Reporting the News as You’d Like It to Be

August 31, 2013
Posted by Jay Livingston

The news media are supposed to report the news – things that actually happen, not things they would like to happen. That requirement – being factual – can be pesky, but it’s easily sidestepped. One effective head-fake is to put a statement in the form of a question. The question headline, a staple of supermarket tabloids, has a long history going back at least to the gossip columns of newspaper days.

In 2006, Jon Stewart skewered FoxNews’s Neil Cavuto for his extensive use of this technique. (The Daily Show clip is here).

But Fox doesn’t need to resort to the statement-as-question.  As long as it can find somebody somewhere to speculate, it can report crazy stuff as though it were factual news.  It’s not the Fox newsreaders or editors who are saying these things; it’s “some” people. 
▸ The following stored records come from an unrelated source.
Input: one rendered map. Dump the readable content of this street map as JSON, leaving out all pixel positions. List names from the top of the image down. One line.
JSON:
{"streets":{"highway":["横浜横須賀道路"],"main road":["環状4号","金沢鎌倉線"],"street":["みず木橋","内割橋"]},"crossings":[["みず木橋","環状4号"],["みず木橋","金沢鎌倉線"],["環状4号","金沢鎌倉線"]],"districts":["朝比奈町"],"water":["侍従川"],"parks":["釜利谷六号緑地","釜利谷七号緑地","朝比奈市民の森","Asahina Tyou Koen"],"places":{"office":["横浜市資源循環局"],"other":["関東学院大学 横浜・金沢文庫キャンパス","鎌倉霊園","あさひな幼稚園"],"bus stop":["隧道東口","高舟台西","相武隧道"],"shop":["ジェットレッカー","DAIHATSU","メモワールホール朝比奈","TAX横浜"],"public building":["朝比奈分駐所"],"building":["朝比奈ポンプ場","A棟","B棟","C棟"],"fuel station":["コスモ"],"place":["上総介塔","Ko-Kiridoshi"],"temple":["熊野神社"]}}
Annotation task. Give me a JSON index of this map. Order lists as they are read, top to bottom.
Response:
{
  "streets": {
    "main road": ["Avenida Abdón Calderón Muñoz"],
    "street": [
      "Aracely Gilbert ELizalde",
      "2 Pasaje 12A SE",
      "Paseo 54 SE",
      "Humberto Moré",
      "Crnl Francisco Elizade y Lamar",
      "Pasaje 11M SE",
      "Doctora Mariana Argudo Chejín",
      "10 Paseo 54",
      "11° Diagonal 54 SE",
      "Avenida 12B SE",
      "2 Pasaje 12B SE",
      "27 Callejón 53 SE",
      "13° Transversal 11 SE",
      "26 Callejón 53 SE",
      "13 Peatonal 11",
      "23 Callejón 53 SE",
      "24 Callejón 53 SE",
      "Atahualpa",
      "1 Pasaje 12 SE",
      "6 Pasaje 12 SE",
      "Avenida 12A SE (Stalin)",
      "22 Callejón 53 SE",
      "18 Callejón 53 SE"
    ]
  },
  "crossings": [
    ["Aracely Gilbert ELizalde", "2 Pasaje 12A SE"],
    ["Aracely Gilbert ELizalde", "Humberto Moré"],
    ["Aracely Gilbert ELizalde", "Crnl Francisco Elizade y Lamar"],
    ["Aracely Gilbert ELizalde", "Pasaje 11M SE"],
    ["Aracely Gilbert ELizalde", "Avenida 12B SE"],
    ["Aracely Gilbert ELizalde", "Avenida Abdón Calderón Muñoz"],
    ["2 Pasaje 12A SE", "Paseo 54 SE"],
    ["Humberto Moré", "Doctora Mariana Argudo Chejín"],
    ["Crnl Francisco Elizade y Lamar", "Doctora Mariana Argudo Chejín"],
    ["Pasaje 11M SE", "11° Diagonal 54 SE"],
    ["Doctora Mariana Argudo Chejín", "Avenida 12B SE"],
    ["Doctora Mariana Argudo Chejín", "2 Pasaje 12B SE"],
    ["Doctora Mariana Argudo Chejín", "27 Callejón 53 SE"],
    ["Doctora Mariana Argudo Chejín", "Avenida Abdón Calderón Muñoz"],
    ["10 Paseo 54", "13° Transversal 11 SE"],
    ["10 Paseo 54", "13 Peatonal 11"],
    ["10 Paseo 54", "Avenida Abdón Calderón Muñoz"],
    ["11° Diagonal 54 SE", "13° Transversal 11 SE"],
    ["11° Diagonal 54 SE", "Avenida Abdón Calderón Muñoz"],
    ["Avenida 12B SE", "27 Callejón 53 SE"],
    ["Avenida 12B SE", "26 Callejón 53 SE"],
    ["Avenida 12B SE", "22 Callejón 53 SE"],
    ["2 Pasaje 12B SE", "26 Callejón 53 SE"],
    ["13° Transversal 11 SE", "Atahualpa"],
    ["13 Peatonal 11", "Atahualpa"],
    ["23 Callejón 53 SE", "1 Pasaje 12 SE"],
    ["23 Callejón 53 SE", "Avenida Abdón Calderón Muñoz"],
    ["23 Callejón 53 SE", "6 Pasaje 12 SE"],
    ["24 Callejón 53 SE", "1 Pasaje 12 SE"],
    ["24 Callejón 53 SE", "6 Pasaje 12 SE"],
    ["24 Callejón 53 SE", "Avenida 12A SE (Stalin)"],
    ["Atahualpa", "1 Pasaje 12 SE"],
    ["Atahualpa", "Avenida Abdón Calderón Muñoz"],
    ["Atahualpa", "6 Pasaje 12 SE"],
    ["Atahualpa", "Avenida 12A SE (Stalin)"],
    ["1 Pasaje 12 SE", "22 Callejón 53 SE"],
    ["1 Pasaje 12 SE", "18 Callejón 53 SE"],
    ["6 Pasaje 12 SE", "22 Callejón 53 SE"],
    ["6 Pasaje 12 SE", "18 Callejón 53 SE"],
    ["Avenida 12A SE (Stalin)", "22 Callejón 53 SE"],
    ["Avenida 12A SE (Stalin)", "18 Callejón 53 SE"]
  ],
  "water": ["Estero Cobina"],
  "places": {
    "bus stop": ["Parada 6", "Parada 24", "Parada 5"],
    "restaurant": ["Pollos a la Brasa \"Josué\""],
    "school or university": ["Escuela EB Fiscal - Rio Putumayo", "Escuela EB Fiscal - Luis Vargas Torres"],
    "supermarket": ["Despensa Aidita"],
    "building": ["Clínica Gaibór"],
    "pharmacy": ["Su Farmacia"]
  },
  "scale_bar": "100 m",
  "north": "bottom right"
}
I don’t know if there is any research on the effect of these techniques.  Maybe Fox viewers are more likely to ignore and forget these doubtful and hedged versions of “information.”  But I doubt it.  As the research by Brendan Nyhan and Jason Reifler*  has shown, ideas, even false once, are remarkably resilient.  Corrections of false statements don’t do much to change perceptions and can even have the reverse of effect –  strengthening people’s belief in the original untruth. 

A blogpost by Nyhan with a link to news coverage and academic papers is here.


Arnie said...

Time to check out "Outfoxed: Rupert Murdoch's War on Journalism"

Paulo said...

This reminds me of when I come across UFO shows on what used to be the History Channel and they start sentences with "Some researchers say..." At that point, you can make whatever totally ludicrous statement you want.

"Researcher" is actually a great term for this. It implies a degree of authority and expertise. It also implies that the person is a professional in the related field as opposed to a hobbyist.

If you read conspiracy theory books and interview people making wild claims, you're a researcher.